Philosophy of Friendship
Key Theories
Aristotle — Three types: utility, pleasure, virtue. Only virtue friendship is complete. (Nicomachean Ethics VIII–IX)
Cicero, De Amicitia — “One soul in two bodies.” A friend is a second self (alter idem). Loyalty under pressure is the test.
Montaigne — “Because it was him, because it was me.” Friendship sharply distinguished from family bonds (obligatory), sexual love (feverish, unstable), professional alliances (transactional). Essay: De la amitié.
Kant — Three types: need (mutual aid), taste (shared pleasures), moral friendship (fullest — trust innermost thoughts without fear of judgment). Needs perfect equality; power imbalance corrupts it.

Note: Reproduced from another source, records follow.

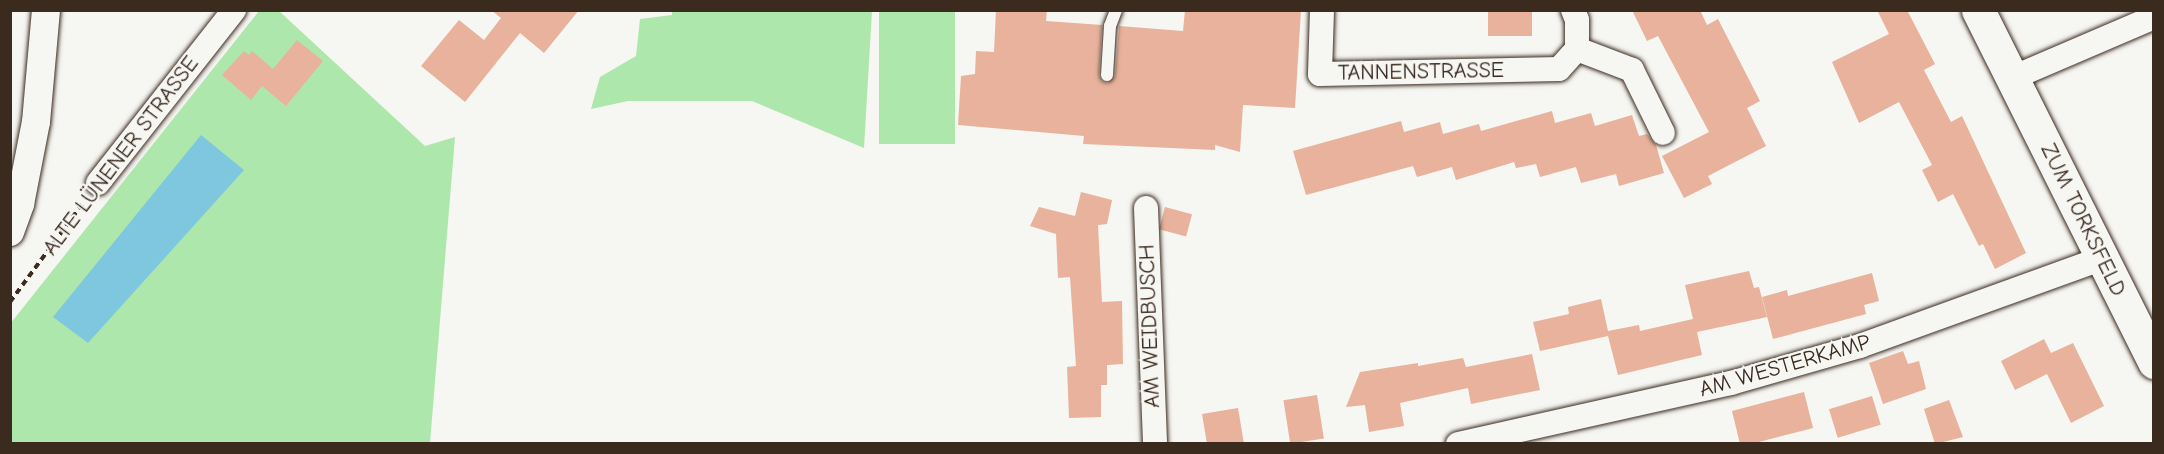 <!DOCTYPE html>
<html>
<head>
<meta charset="utf-8">
<style>
	body { margin:0 }
	#map { position:relative; width:2164px; height:454px; overflow:hidden; background:#f6f6f2; font-family:"Comic Neue",sans-serif }
	div>[style] { position:absolute }
	.green>* { inset:0; background:#ade7ac; transform-origin:0 0 }
	.water>* { inset:0; background:#7ec7df }
	.building>* { inset:0; background:#e8b29c; transform-origin:0 0 }
	.path>* { height:4px; margin-top:-2px; transform-origin:0; background:repeating-linear-gradient(90deg,#3b2a1e 0 6px,transparent 0 10.5px) }
	.roads { filter:drop-shadow(0 0 2px #3b2a1e) drop-shadow(0 0 2px #3b2a1e) }
	.service>* { height:12px; margin:-6px; padding:0 6px; transform-origin:6px; border-radius:6px; background:#f6f6f2 }
	.minor>* { height:24px; margin:-12px; padding:0 12px; transform-origin:12px; border-radius:12px; background:#f6f6f2 }
	.tertiary>* { height:28px; margin:-14px; padding:0 14px; transform-origin:14px; border-radius:14px; background:#f6f6f2 }
	.secondary>* { height:33px; margin:-16.5px; padding:0 16.5px; transform-origin:16.5px; border-radius:16.5px; background:#f6f6f2 }
	span { translate:-50% -50%; white-space:nowrap; text-align:center; line-height:1.15; -webkit-text-stroke:4.5px #f6f6f2; paint-order:stroke }
	.street-label { font-size:22px; color:#3b2a1e }
	.frame { position:absolute; inset:0; border:12px solid #3b2a1e; pointer-events:none }
</style>
</head>
<body>
<div id="map">
	<div class="green">
		<i style="clip-path:polygon(672px 10px,872px 11px,864px 148px,752px 101px,628px 101px,591px 109px,600px 77px,636px 56px,640px 19px,672px 15px)"></i>
		<i style="clip-path:polygon(259px 11px,279px 11px,425px 146px,455px 137px,430px 443px,11px 443px,10px 324px)"></i>
		<i style="left:879px;top:11px;width:76px;height:133px"></i>
	</div>
	<div class="water">
		<i style="clip-path:polygon(201px 135px,244px 170px,88px 343px,53px 317px)"></i>
	</div>
	<div class="building">
		<i style="clip-path:polygon(491px 10px,579px 10px,544px 53px,520px 33px,465px 102px,421px 66px,459px 20px,484px 40px,501px 18px)"></i>
		<i style="clip-path:polygon(996px 10px,1047px 10px,1046px 21px,1102px 25px,1099px 75px,1102px 81px,1107px 83px,1115px 76px,1119px 26px,1183px 31px,1185px 10px,1301px 10px,1295px 108px,1243px 105px,1240px 152px,1215px 145px,1215px 150px,1083px 144px,1084px 136px,958px 125px,961px 76px,975px 74px,976px 51px,994px 52px)"></i>
		<i style="left:1488px;top:10px;width:44px;height:26px"></i>
		<i style="clip-path:polygon(1632px 10px,1700px 10px,1707px 25px,1718px 19px,1760px 101px,1747px 108px,1766px 146px,1708px 176px,1712px 184px,1684px 198px,1662px 156px,1709px 132px,1658px 36px,1647px 41px)"></i>
		<i style="clip-path:polygon(1877px 10px,1907px 10px,1935px 64px,1924px 70px,1951px 122px,1962px 116px,2026px 253px,1995px 269px,1983px 244px,1979px 246px,1953px 194px,1938px 202px,1922px 170px,1932px 165px,1899px 102px,1859px 123px,1832px 62px,1889px 34px)"></i>
		<i style="clip-path:polygon(297px 40px,323px 61px,286px 106px,262px 86px,251px 100px,222px 75px,244px 51px,249px 55px,252px 51px,273px 69px)"></i>
		<i style="clip-path:polygon(1552px 111px,1555px 123px,1591px 113px,1595px 126px,1632px 115px,1639px 136px,1647px 134px,1656px 145px,1664px 173px,1619px 186px,1616px 174px,1581px 183px,1576px 167px,1540px 177px,1536px 164px,1516px 168px,1514px 162px,1456px 180px,1452px 167px,1417px 177px,1413px 166px,1306px 195px,1293px 151px,1401px 121px,1404px 132px,1440px 122px,1443px 134px,1479px 124px,1481px 131px)"></i>
		<i style="clip-path:polygon(1081px 192px,1112px 200px,1107px 224px,1098px 225px,1102px 302px,1122px 301px,1123px 364px,1107px 365px,1107px 385px,1101px 385px,1101px 417px,1069px 418px,1067px 367px,1076px 366px,1070px 277px,1058px 278px,1056px 234px,1030px 226px,1039px 207px,1075px 216px)"></i>
		<i style="left:1165px;top:207px;width:28px;height:23px;rotate:15deg"></i>
		<i style="clip-path:polygon(1749px 271px,1754px 288px,1759px 287px,1767px 317px,1697px 332px,1702px 355px,1618px 375px,1608px 336px,1540px 351px,1533px 322px,1569px 314px,1568px 307px,1601px 299px,1608px 331px,1639px 325px,1640px 331px,1693px 319px,1685px 285px)"></i>
		<i style="clip-path:polygon(1872px 273px,1879px 301px,1864px 305px,1866px 314px,1773px 339px,1762px 297px,1787px 290px,1788px 296px)"></i>
		<i style="clip-path:polygon(2044px 339px,2051px 353px,2073px 343px,2104px 406px,2071px 423px,2047px 374px,2015px 390px,2001px 361px)"></i>
		<i style="clip-path:polygon(1903px 351px,1908px 364px,1919px 361px,1926px 389px,1883px 404px,1869px 363px)"></i>
		<i style="clip-path:polygon(1532px 354px,1540px 390px,1471px 404px,1468px 388px,1400px 403px,1404px 426px,1369px 432px,1365px 405px,1346px 407px,1360px 372px,1418px 363px,1418px 366px,1463px 358px,1466px 367px)"></i>
		<i style="clip-path:polygon(1804px 392px,1813px 428px,1751px 444px,1740px 444px,1732px 411px)"></i>
		<i style="left:1317px;top:395px;width:44px;height:34px;rotate:81deg"></i>
		<i style="left:1872px;top:396px;width:30px;height:45px;rotate:73deg"></i>
		<i style="clip-path:polygon(1949px 400px,1963px 437px,1935px 444px,1924px 409px)"></i>
		<i style="clip-path:polygon(1238px 408px,1244px 444px,1207px 444px,1202px 414px)"></i>
	</div>
	<div class="path">
		<i style="left:10px;top:302px;width:123px;rotate:-53.6deg"></i>
	</div>
	<div class="roads">
		<div class="service">
			<i style="left:1107px;top:75px;width:49px;rotate:-86.5deg"></i>
			<i style="left:1110px;top:26px;width:17px;rotate:-69deg"></i>
		</div>
		<div class="minor">
			<i style="left:1322px;top:10px;width:64px;rotate:91.8deg"></i>
			<i style="left:1320px;top:74px;width:239px;rotate:-1.2deg"></i>
			<i style="left:1559px;top:69px;width:27px;rotate:-48deg"></i>
			<i style="left:1577px;top:49px;width:29px;rotate:-90deg"></i>
			<i style="left:1577px;top:20px;width:11px;rotate:-112deg"></i>
			<i style="left:1577px;top:49px;width:59px;rotate:20.9deg"></i>
			<i style="left:1632px;top:70px;width:70px;rotate:63.8deg"></i>
			<i style="left:2012px;top:78px;width:155px;rotate:-23.2deg"></i>
			<i style="left:98px;top:183px;width:220px;rotate:-51.8deg"></i>
			<i style="left:1146px;top:208px;width:236px;rotate:87.8deg"></i>
			<i style="left:1458px;top:444px;width:280px;rotate:-12.6deg"></i>
			<i style="left:1731px;top:383px;width:134px;rotate:-16deg"></i>
			<i style="left:1860px;top:346px;width:258px;rotate:-19.9deg"></i>
		</div>
		<div class="tertiary">
			<i style="left:10px;top:232px;width:30px;rotate:-70deg"></i>
			<i style="left:20px;top:204px;width:84px;rotate:-79deg"></i>
			<i style="left:36px;top:122px;width:112px;rotate:-84.9deg"></i>
		</div>
		<div class="secondary">
			<i style="left:1978px;top:10px;width:394px;rotate:63.4deg"></i>
		</div>
	</div>
	<div class="street-label">
		<span style="left:1421px;top:72px;rotate:-1deg">TANNENSTRASSE</span>
		<span style="left:121px;top:156px;rotate:-53deg">ALTE LÜNENER STRASSE</span>
		<span style="left:2083px;top:220px;rotate:64deg">ZUM TORKSFELD</span>
		<span style="left:1150px;top:326px;rotate:-92deg">AM WEIDBUSCH</span>
		<span style="left:1785px;top:366px;rotate:-16deg">AM WESTERKAMP</span>
	</div>
	<div class="frame"></div>
</div>
</body>
</html>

Emerson — “I do not wish to treat friendships daintily, but with roughest courage.” A friend holds you to your highest potential. Friendly solitude: best friendships allow long disappearances and return without diminishment. Neediness is the enemy.
C.S. Lewis, The Four Loves — Friendship begins the moment one person says “What! You too? I thought I was the only one.” Lovers face each other; friends stand side by side looking at the same thing.
Georg Simmel — Modern differentiated society makes Aristotelian total friendship nearly impossible. Modern friendship is segmental — each friend knows a different part of you. The dyad is uniquely fragile: either person’s exit destroys it entirely.
Sternberg’s Triangular Theory — Friendship = intimacy + commitment (without passion). Friendships without commitment will fade.
Dunbar’s Number — ~150 stable social relationships, ~5 close friends, ~15 sympathy group. Loyalty, jealousy, and pain of exclusion are evolutionary adaptations.
Proximity, Similarity, Reciprocity — Mere exposure effect: you become friends with people you’re physically near. Reciprocity: friendship almost always requires perceived mutual liking.
Social Exchange Theory (Thibaut & Kelley) — People stay where rewards exceed costs. Comparison Level (CL): expectation baseline. CLalt: quality of alternatives. When CLalt rises, friendships break.